Hanno fatto scalpore negli ultimi anni alcuni casi da “manuale” per le accuse di tortura e detenzione illegale di nostri connazionali nel paese egiziano, due su tutti quelli di Giulio Regeni e di Patrick Zaki.

Giulio Regeni

Giulio Regeni, un giovane ricercatore italiano di 28 anni, è stato rapito il 25 gennaio 2016 a Il Cairo, Egitto, mentre svolgeva ricerche per il suo dottorato in sociologia presso l’Università di Cambridge. Il suo corpo è stato ritrovato nove giorni dopo, il 3 febbraio, in un fosso ai margini di una autostrada, a circa 80 chilometri dal centro della città. Il corpo di Regeni presentava segni evidenti di tortura estrema: bruciature, fratture, lividi e segni di elettroshock, oltre a essere stato mutilato. L’autopsia ha rivelato che era stato torturato per giorni prima di morire.

La sua morte ha scosso l’Italia e ha sollevato forti sospetti sulla responsabilità delle autorità egiziane. Inizialmente, le autorità egiziane hanno negato qualsiasi coinvolgimento, sostenendo che Regeni era stato vittima di un incidente stradale o di criminalità comune. Tuttavia, le prove raccolte durante le indagini internazionali e italiane hanno indicato un coinvolgimento diretto di elementi delle forze di sicurezza egiziane.

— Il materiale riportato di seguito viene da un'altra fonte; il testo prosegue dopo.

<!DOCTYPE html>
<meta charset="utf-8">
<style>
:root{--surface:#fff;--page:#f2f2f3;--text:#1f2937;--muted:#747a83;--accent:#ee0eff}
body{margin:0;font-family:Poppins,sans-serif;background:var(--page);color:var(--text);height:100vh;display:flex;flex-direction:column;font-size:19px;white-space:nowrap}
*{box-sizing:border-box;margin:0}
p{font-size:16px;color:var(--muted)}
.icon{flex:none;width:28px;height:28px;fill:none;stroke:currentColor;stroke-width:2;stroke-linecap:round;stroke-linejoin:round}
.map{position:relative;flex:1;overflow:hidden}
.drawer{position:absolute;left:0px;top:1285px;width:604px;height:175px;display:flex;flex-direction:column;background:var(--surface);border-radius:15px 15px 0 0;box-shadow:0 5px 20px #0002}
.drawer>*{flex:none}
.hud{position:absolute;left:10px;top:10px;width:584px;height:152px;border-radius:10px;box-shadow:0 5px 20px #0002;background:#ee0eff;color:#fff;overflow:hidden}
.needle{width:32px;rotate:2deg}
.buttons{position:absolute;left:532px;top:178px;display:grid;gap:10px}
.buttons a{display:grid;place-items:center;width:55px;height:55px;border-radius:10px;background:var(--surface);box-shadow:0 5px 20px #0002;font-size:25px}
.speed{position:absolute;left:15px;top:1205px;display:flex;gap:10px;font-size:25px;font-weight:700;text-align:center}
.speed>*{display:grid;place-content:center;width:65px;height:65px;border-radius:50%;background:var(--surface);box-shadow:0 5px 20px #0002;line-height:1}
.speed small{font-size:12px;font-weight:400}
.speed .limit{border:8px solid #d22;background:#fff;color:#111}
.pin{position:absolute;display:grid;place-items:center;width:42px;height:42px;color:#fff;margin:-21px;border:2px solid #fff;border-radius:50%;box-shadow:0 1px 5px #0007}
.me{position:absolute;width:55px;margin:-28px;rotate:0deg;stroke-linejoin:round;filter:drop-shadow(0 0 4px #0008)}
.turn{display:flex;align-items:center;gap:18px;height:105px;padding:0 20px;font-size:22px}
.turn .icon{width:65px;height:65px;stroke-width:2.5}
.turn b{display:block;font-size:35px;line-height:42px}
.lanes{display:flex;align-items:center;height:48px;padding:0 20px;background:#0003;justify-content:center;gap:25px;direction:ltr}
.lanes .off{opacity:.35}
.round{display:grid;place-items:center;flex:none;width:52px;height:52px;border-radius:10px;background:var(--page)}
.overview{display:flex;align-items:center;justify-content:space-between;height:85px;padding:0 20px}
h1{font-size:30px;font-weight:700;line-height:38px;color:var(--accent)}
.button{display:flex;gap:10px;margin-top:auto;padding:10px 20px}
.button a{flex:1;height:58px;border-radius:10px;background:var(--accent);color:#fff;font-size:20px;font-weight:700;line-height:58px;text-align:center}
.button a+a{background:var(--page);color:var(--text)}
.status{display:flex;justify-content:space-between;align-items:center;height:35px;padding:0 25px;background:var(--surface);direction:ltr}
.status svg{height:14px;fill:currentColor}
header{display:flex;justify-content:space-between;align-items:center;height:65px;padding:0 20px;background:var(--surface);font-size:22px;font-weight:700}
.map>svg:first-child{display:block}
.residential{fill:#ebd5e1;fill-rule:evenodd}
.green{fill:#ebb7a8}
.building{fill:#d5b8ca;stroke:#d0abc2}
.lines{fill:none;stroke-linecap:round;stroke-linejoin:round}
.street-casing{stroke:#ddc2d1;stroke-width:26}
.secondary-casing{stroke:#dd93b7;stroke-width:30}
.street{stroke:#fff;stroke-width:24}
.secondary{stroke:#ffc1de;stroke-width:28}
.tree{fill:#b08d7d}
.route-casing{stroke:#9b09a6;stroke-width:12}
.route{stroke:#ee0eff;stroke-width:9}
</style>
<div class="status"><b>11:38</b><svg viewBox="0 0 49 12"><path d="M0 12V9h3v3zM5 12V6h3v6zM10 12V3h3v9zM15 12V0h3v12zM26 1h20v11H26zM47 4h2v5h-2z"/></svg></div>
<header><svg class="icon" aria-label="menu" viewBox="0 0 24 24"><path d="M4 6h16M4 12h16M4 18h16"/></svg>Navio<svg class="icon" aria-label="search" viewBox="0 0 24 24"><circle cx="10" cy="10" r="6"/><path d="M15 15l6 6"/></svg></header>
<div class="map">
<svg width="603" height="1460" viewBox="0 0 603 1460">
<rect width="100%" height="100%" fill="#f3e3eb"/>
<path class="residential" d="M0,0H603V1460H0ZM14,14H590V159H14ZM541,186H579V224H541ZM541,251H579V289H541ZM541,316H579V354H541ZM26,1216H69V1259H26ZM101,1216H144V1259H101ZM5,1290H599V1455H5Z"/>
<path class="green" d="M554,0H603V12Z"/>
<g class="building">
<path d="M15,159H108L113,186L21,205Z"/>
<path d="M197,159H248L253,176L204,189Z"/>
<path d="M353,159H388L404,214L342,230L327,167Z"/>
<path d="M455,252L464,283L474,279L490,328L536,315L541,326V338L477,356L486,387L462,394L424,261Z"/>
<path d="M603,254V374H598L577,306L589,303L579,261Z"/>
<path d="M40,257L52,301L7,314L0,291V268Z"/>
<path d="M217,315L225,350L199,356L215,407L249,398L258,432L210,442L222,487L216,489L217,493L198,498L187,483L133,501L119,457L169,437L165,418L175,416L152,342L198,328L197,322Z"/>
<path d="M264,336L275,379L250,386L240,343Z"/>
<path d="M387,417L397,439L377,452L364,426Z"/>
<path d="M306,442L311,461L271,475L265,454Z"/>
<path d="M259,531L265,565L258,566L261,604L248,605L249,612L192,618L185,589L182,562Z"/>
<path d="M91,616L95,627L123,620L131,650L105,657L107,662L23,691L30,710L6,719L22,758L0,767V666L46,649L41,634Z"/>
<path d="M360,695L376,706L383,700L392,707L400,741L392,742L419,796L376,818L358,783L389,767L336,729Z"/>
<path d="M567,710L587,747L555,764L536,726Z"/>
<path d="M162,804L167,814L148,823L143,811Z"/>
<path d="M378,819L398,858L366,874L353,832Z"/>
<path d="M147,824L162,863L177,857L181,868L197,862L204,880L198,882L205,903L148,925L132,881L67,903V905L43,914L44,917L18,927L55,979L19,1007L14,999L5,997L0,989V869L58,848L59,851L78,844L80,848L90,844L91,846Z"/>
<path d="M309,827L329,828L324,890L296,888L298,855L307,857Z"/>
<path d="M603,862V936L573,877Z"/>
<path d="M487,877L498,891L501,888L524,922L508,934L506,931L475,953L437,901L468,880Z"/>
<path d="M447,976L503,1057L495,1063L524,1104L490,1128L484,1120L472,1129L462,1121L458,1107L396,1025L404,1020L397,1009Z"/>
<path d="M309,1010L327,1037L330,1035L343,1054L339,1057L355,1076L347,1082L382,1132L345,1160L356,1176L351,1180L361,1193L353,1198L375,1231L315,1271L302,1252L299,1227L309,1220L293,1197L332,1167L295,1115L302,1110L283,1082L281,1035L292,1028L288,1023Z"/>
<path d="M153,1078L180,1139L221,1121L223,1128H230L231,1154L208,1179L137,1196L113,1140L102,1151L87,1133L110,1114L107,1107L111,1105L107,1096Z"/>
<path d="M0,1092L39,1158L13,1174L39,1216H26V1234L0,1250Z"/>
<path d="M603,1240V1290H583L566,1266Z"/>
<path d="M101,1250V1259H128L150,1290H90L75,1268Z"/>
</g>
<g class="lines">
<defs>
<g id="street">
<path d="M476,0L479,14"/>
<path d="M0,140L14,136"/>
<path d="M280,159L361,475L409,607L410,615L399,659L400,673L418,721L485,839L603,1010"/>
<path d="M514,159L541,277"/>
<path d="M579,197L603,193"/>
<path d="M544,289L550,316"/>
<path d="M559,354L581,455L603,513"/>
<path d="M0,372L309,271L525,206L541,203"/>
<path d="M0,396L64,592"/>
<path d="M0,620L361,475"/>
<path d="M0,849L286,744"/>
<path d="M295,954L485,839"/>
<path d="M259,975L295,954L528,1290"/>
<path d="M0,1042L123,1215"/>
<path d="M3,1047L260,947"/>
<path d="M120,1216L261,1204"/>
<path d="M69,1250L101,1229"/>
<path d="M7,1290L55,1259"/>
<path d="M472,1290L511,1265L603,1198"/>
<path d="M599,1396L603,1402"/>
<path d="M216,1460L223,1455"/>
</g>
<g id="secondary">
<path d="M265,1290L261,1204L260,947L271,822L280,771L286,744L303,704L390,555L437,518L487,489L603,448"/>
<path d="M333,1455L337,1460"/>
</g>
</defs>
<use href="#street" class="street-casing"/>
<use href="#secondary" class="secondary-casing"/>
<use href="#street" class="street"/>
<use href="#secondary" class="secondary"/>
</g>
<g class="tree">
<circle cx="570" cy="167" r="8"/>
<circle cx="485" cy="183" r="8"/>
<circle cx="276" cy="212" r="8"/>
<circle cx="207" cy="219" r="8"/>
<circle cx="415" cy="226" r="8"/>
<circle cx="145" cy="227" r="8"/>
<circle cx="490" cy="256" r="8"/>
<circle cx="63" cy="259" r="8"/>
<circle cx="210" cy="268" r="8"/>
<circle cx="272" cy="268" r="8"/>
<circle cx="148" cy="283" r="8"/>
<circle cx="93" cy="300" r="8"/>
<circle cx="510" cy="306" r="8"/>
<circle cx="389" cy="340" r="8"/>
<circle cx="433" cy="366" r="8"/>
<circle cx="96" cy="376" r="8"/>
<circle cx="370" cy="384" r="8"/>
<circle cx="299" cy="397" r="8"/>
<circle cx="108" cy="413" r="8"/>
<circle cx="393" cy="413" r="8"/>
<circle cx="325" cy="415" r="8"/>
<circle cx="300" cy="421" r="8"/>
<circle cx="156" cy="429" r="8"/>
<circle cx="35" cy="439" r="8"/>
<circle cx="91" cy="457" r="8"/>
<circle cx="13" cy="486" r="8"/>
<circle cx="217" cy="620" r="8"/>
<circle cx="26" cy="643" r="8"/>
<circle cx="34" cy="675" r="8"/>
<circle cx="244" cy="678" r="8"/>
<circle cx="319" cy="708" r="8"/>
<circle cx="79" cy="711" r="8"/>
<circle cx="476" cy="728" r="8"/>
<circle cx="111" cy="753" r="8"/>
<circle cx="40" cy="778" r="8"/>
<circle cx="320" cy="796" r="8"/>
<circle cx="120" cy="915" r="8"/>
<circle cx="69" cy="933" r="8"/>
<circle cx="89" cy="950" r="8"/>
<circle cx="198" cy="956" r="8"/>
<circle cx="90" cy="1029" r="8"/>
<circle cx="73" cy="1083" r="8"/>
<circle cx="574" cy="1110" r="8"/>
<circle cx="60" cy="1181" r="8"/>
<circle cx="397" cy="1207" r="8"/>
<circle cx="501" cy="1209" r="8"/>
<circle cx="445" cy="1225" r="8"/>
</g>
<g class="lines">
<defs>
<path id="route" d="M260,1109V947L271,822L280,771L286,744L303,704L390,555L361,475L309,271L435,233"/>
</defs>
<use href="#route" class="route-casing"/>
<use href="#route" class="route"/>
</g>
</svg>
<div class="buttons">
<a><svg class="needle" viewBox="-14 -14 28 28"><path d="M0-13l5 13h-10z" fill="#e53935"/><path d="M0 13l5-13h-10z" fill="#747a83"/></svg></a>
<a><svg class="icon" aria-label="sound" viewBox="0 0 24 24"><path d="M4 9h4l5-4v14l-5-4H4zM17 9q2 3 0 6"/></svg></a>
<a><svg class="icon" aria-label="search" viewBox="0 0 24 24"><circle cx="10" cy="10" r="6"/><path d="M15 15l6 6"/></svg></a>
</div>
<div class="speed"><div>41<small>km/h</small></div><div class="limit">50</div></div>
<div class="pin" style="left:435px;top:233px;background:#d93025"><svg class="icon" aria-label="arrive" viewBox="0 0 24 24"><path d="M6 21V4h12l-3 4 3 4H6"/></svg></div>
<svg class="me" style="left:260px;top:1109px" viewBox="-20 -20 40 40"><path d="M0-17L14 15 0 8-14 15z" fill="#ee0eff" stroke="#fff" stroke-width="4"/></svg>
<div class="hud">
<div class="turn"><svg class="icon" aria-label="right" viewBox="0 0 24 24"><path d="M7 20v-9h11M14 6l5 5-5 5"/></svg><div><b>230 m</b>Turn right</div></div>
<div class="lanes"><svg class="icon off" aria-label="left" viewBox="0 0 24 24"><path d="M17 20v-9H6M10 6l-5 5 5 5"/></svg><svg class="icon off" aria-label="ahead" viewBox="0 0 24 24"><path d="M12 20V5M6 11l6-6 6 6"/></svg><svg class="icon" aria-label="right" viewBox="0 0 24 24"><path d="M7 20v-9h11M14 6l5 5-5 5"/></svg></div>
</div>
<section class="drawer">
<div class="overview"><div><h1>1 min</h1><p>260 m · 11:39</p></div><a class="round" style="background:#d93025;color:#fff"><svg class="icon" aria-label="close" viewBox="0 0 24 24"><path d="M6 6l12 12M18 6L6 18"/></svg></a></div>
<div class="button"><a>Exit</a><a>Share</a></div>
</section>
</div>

Le indagini ufficiali egiziane sono state criticate per la mancanza di trasparenza e per non aver fornito risposte soddisfacenti. Le autorità italiane hanno insistito sulla necessità di cooperazione piena e trasparente da parte delle autorità egiziane, ma le richieste di accesso agli atti investigativi e alle prove sono state in gran parte ignorate.

Il caso di Giulio Regeni ha attirato l’attenzione internazionale e ha portato a una crescente pressione diplomatica sull’Egitto da parte dell’Italia e di altri paesi europei. La comunità internazionale e le organizzazioni per i diritti umani continuano a chiedere giustizia per Giulio Regeni e la fine dell’impunità per i responsabili di questo grave crimine.

Patrick Zaki

Patrick Zaki, un giovane attivista egiziano e studente dell’Università di Bologna, è stato arrestato il 7 febbraio 2020 mentre si trovava in Egitto durante una visita familiare. Le autorità egiziane hanno accusato Zaki di “diffondere false notizie” e “incitamento al disordine”, in un contesto di crescente repressione verso attivisti e critici del governo.

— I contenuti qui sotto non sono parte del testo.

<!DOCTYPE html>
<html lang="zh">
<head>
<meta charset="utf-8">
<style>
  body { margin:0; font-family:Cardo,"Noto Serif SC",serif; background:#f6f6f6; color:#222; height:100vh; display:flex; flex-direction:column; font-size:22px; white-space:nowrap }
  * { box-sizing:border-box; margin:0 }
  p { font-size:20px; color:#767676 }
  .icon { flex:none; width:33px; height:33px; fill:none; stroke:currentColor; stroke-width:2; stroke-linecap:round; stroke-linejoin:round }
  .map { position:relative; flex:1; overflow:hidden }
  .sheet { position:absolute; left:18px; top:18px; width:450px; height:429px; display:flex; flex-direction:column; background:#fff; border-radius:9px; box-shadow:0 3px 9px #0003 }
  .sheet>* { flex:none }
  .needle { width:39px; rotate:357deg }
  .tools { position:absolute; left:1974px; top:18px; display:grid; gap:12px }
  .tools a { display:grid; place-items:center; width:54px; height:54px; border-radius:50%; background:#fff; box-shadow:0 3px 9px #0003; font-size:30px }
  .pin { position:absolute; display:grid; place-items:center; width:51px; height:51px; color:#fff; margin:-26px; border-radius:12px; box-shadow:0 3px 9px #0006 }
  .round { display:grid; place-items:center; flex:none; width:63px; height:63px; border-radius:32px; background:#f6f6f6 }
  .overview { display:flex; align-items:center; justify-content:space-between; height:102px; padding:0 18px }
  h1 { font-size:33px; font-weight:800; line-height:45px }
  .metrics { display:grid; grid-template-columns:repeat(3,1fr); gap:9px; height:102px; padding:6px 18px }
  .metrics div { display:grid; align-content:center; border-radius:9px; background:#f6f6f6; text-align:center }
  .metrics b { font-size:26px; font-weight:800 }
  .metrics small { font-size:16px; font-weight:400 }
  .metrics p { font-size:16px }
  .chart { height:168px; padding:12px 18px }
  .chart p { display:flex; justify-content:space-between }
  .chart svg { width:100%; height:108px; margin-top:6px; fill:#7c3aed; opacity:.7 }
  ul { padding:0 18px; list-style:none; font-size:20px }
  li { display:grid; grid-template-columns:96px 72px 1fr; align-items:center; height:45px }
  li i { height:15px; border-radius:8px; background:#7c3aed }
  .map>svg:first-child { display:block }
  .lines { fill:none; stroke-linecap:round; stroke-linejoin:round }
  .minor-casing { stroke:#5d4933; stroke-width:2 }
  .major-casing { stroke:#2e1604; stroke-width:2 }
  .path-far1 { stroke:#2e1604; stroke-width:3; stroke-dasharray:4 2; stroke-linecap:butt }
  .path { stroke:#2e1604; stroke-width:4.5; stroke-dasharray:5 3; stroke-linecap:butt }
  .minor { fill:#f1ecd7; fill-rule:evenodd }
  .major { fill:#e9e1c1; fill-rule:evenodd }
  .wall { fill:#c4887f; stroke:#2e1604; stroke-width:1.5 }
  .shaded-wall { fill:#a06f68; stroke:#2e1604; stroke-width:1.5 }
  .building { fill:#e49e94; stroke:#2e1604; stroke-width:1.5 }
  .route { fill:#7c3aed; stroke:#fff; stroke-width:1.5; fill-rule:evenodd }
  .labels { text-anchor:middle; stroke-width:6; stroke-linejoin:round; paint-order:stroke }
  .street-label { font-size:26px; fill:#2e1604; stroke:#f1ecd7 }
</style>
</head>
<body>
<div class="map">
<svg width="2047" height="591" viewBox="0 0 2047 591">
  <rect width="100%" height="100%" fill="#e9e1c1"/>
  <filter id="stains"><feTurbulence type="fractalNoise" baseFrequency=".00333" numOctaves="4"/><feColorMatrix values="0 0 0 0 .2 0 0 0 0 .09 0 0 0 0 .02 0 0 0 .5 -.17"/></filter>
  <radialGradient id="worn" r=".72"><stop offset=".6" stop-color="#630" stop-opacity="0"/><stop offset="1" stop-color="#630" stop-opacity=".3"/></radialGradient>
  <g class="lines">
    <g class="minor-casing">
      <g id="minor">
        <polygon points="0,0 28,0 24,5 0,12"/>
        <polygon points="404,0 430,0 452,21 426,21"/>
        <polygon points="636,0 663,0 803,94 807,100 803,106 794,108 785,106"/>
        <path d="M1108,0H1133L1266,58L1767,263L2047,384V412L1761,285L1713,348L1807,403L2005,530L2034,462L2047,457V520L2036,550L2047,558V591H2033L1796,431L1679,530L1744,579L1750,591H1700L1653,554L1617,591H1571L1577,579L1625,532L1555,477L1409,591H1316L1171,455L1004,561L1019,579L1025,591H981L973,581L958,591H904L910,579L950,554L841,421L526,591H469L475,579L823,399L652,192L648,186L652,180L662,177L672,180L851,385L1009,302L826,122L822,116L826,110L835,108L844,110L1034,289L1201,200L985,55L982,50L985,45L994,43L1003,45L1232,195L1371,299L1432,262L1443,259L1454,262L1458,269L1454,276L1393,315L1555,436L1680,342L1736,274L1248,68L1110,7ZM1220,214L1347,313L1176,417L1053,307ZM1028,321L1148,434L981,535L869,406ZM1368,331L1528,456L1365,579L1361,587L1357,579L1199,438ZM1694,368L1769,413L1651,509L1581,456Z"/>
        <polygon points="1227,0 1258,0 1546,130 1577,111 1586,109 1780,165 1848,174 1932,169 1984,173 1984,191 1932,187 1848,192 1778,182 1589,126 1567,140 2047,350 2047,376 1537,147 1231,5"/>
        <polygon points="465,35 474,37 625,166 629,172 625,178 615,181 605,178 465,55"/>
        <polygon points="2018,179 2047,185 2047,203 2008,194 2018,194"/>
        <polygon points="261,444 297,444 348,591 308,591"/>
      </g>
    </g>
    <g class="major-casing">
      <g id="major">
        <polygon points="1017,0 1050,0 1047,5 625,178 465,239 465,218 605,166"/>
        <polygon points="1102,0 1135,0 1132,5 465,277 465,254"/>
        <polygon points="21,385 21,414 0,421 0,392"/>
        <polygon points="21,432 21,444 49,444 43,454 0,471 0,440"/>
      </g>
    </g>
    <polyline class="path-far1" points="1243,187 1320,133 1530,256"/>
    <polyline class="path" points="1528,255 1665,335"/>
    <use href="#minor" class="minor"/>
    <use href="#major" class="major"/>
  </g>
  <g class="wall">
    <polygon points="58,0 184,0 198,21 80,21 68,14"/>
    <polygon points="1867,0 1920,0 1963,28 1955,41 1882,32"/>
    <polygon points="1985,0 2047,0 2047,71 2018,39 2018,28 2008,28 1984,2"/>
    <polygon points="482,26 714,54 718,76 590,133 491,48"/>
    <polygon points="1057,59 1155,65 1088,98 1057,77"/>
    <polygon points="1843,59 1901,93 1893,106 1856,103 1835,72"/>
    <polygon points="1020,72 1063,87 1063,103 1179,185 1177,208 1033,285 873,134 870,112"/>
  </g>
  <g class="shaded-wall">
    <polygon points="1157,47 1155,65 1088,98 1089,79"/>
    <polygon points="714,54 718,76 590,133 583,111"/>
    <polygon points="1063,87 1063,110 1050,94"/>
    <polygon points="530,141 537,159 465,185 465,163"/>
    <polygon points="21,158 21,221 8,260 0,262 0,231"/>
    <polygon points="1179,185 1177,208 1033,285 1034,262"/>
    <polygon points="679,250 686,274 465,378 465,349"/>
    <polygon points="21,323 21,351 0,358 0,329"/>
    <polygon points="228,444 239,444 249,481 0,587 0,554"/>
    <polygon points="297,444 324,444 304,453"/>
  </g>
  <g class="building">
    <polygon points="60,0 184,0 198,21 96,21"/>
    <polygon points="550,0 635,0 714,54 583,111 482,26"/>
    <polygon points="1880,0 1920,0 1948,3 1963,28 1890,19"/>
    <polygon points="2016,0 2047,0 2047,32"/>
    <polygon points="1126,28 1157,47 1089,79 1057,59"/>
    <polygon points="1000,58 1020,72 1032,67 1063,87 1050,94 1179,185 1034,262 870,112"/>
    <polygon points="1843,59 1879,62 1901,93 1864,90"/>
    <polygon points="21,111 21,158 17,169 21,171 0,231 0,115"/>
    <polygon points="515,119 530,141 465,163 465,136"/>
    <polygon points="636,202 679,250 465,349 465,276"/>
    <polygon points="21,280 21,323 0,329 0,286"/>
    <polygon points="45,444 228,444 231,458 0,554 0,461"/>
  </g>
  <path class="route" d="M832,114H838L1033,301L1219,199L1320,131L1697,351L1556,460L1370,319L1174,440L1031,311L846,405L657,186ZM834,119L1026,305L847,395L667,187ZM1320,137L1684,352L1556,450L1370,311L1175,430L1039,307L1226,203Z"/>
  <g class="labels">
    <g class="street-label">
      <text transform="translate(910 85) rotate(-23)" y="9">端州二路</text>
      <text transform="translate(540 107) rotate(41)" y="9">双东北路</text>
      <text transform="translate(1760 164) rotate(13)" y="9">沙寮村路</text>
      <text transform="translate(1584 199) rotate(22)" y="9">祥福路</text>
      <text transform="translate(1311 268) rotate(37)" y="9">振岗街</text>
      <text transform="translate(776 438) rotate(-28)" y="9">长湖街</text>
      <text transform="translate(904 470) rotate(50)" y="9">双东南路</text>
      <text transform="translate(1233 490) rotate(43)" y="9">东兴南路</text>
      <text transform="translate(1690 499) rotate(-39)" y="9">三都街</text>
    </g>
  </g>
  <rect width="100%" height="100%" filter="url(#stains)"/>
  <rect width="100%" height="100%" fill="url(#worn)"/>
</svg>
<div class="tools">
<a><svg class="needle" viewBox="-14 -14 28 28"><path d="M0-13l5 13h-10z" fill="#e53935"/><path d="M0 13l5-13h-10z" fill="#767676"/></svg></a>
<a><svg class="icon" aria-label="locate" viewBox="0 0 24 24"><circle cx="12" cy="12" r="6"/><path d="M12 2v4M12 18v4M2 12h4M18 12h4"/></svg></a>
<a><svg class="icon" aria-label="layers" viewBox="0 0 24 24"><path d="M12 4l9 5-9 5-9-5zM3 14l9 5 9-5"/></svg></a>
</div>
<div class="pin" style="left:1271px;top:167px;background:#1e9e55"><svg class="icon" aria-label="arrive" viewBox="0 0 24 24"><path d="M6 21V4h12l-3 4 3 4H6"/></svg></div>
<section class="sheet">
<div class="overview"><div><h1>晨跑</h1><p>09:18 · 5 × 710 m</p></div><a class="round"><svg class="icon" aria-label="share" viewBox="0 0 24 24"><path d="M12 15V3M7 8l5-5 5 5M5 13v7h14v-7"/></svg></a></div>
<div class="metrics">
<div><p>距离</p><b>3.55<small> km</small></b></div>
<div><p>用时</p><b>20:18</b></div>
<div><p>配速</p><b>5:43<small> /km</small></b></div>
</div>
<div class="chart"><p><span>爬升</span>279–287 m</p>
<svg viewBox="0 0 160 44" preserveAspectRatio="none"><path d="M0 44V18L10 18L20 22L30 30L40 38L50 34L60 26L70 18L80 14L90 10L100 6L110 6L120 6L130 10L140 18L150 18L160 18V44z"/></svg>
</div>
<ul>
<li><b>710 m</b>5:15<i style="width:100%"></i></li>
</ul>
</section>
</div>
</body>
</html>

Durante la sua detenzione, Patrick Zaki è stato sottoposto a condizioni critiche e sono emerse accuse credibili di tortura. È stato rinchiuso in una prigione dove le sue condizioni di salute e il suo benessere erano motivo di grave preoccupazione per la sua famiglia e per gli organismi internazionali per i diritti umani.

Il suo caso ha attirato l’attenzione globale e ha portato a una campagna internazionale per la sua liberazione immediata e per garantire che ricevesse un processo equo e trasparente. Dopo circa due anni di detenzione, il 7 dicembre 2021, Zaki è stato temporaneamente rilasciato su ordine della Corte di Cassazione egiziana, con la condizione che il processo continuasse. Il giorno successivo, tuttavia, è stato nuovamente condannato a tre anni di carcere.

Tuttavia, il 18 luglio 2023, è stata emessa una sentenza definitiva che ha confermato la condanna di Zaki. Fortunatamente, il presidente egiziano Abdel Fattah al-Sisi ha concesso la grazia a Zaki il giorno successivo, il 19 luglio 2023, ponendo fine al procedimento giudiziario. La decisione della grazia è stata accolta con sollievo e celebrazioni dalla famiglia di Zaki, dagli amici e dai sostenitori della libertà di espressione e dei diritti umani.